His heavy words drop into the pond of my attention and sink quickly; I hear the thud and the splash, and I feel the concentric waves that fan out and break against my temples, the stab of a migraine.
Now I’m perfectly sober. I straighten my spine and turn toward him slightly. I smile at him.
“No, I’ve never done interior design. Always only plants and gardens.”
I consider asking him right away whether he knew my father, if he remembers Fratta Furniture. Instead I say, “And what do you do?”
“I’ve done a lot of different things … I went from finance to politics, but I got fed up with that — it was too difficult, and now I do market research. And in my free time I help out the Renal Foundation.”
“What kind of research?”
“Mainly for credit card companies.”
“So you’re still dealing with money after all …”
He smiles. “Yes, you’re right; I pretend that I’ve changed fields, but it’s still about money. I used to deal with it in the traditional way — bringing it together, moving it around, making interest on it. Now I report on people’s buying habits, I sell databases …”
“And are those databases reliable?”
“Shh,” he said, and gestured to say that the conversation could continue later.
The eminent historian tapped the microphone twice with his finger, shot a sardonic look at the audience — an expression of deep hatred mixed with a comedian’s grimace — and began to read his text. Giletti pulled a microscopic video camera from his pocket to film it all.
I wasn’t able to pay attention because I had too much new information to file away, a jumbled mass of clues in my head that needed cataloging.
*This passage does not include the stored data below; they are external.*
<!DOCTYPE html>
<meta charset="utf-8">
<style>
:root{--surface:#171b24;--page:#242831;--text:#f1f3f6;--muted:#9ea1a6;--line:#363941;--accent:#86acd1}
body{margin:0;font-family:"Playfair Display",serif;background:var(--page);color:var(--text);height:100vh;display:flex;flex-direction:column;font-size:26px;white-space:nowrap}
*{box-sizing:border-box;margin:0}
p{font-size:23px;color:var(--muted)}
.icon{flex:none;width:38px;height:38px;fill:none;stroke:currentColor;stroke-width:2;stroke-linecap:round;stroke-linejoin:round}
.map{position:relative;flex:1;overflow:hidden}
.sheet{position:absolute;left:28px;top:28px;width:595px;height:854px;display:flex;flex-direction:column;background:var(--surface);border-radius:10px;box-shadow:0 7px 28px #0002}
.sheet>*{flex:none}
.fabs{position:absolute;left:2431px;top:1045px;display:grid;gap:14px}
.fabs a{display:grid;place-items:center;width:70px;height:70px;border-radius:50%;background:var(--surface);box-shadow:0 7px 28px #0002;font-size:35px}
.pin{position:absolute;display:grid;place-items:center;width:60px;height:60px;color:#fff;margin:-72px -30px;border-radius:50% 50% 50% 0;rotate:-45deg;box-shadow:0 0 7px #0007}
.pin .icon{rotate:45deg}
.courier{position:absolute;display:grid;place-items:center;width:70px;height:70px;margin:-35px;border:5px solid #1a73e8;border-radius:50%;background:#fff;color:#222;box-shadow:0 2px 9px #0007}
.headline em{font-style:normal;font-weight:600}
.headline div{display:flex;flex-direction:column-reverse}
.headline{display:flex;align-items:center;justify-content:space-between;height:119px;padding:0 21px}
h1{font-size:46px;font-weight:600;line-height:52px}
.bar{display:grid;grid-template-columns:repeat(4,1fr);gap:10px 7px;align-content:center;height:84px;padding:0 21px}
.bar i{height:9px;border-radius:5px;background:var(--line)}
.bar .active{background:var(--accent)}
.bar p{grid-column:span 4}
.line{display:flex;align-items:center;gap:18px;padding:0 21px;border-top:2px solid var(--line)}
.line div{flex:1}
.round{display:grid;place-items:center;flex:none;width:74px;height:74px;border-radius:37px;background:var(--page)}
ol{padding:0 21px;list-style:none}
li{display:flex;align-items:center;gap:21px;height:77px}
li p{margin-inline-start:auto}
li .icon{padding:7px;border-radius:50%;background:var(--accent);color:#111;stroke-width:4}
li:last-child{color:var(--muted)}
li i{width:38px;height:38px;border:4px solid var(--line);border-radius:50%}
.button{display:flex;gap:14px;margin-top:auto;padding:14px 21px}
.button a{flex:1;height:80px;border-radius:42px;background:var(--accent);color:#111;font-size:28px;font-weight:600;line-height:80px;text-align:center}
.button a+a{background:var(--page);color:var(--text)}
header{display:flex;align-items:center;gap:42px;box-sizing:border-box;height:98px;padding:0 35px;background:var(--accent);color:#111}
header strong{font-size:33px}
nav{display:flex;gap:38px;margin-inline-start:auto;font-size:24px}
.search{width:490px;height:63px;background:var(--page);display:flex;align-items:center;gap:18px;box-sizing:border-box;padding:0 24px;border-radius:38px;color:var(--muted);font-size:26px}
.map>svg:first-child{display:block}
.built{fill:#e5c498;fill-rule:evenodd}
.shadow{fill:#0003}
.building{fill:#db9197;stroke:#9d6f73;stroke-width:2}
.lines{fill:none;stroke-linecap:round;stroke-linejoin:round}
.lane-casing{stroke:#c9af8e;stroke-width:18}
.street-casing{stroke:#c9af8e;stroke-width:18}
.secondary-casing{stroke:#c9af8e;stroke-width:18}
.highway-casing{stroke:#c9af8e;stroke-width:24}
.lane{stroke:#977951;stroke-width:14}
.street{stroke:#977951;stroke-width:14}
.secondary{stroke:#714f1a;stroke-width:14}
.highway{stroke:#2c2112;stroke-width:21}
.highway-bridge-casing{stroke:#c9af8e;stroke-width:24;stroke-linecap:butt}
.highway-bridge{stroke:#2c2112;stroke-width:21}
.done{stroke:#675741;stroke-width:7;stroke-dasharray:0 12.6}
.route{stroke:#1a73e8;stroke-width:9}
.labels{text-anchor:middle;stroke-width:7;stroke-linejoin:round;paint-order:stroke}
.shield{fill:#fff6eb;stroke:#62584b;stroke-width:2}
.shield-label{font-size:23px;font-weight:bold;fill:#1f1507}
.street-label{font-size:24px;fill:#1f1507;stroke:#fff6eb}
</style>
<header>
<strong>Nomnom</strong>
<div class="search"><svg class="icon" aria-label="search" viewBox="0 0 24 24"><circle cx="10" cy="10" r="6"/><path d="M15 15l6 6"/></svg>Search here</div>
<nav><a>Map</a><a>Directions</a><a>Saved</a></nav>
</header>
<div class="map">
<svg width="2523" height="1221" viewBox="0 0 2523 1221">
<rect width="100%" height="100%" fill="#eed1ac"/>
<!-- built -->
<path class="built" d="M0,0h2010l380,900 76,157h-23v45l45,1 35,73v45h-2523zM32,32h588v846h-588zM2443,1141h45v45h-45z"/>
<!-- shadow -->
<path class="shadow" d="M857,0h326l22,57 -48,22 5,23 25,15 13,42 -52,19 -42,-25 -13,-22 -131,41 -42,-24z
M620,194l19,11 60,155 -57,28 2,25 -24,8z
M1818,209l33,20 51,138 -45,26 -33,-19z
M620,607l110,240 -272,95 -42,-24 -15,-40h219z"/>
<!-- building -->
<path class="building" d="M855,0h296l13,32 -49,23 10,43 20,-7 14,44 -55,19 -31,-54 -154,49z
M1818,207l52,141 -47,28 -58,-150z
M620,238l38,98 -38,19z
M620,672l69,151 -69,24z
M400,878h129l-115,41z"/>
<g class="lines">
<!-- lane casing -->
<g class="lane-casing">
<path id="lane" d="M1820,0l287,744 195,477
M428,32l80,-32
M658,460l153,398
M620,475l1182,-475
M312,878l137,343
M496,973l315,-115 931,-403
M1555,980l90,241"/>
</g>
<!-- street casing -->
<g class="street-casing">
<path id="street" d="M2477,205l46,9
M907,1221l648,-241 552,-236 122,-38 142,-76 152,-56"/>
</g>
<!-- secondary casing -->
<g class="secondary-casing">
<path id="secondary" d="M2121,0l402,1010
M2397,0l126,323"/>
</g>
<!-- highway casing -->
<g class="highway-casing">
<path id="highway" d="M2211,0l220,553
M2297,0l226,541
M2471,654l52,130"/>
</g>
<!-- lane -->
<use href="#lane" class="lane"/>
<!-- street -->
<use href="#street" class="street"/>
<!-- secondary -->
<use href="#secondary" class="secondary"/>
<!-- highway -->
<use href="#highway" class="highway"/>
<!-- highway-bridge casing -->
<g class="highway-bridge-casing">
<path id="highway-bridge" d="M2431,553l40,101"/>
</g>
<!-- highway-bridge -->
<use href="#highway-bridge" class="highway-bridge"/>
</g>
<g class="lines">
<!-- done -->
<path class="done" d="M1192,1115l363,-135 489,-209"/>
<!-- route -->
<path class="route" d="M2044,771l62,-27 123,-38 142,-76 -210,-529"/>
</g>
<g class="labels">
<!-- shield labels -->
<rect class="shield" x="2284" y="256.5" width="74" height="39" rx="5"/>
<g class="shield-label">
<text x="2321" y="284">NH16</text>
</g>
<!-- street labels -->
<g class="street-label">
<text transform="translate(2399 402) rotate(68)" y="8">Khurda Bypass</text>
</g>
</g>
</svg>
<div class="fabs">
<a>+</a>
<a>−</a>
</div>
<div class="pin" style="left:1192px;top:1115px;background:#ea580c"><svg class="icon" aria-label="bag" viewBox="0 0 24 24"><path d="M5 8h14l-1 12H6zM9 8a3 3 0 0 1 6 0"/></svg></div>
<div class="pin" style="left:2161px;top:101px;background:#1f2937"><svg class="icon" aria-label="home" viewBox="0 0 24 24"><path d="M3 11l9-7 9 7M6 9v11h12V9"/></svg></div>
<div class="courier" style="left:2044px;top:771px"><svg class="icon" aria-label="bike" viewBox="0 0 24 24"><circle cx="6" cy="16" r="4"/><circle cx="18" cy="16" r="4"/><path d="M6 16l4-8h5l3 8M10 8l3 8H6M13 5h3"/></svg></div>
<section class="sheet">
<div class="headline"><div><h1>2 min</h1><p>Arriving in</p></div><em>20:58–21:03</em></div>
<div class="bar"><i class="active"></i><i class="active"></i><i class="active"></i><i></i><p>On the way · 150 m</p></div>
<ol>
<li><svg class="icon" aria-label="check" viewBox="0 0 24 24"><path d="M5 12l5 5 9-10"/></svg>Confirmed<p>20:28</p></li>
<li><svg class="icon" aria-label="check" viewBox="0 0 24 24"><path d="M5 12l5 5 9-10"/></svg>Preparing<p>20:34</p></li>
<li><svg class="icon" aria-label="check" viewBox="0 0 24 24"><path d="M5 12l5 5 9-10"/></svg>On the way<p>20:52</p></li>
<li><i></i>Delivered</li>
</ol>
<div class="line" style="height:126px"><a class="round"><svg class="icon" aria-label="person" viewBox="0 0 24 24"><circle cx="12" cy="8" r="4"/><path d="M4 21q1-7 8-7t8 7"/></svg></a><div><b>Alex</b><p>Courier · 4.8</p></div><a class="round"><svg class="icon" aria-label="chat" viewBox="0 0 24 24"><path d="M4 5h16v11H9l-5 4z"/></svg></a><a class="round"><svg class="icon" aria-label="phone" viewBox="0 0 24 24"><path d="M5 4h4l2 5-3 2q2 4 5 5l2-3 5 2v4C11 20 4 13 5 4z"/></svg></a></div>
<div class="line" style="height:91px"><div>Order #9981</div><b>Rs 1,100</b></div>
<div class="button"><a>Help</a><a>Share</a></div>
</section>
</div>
And anyway I knew what we were about to be told, since the speech more or less followed the introduction to the book written by the same eminence, which I had read. This collection of Alfredo Renal’s essays was only the first volume in a series. It was a selection of his writings on urbanism and sociology.
“—but the great cancer devouring the flatlands, the scattered ‘exurban city,’ is a mixed-up sprawl of residential, industrial, and agricultural areas, a structure with no beauty, no order, and no hierarchy—”
Hierarchy was the saintly Alfredo’s real fixation. But I was thinking about another hierarchy, about a hierarchy that might exist; I was thinking things like: What if one person had another behind him, and that person had another one behind him, and so on into infinity? Then the remembering would never stop — there would be no end to the effort required of the people who have to do the remembering, even if they preferred to forget.
“—and without hierarchy, space is simply anarchic, and anarchy is above all an absence of civility: consumer culture devours our souls — our Western culture is based on Greek philosophy and Christian religion, but consumer culture rocks our environment first, erasing our traditions, our style, our roots—”
And I was thinking about how far I had come with my memories weighing me down, how far I’d walked on the earth, in the mud, over the dry leaves in the woods, even when I spent hours walking in order not to think, even then, my boots sank half an inch deeper; even though I wasn’t as fat as I am now, I sank under the weight of those memories, my past like heavy ballast in my head.
“—the old town centers, full of charm and history, are disappearing, our lovely countryside is being blotted out by suburbs, getting mixed up and patchy like the hide of a sick animal … the villages and the crops of our beautiful Italy … and the flatlands turn into a headless body, where, instead of town centers, we have only ‘shopping centers,’ ‘exercise centers,’ ‘meat centers,’ ‘used-car centers’—centers for nomadic communities, centers for consumers, for people without any history and without any joy—”
My thoughts were winding like long, voracious snakes, tangled and sinuous but running only one way, like the garden mazes you can’t get lost in because they’ve got only one entrance and one exit and no forking paths: I knew where my life began and ended, and I knew the flavor of the poison.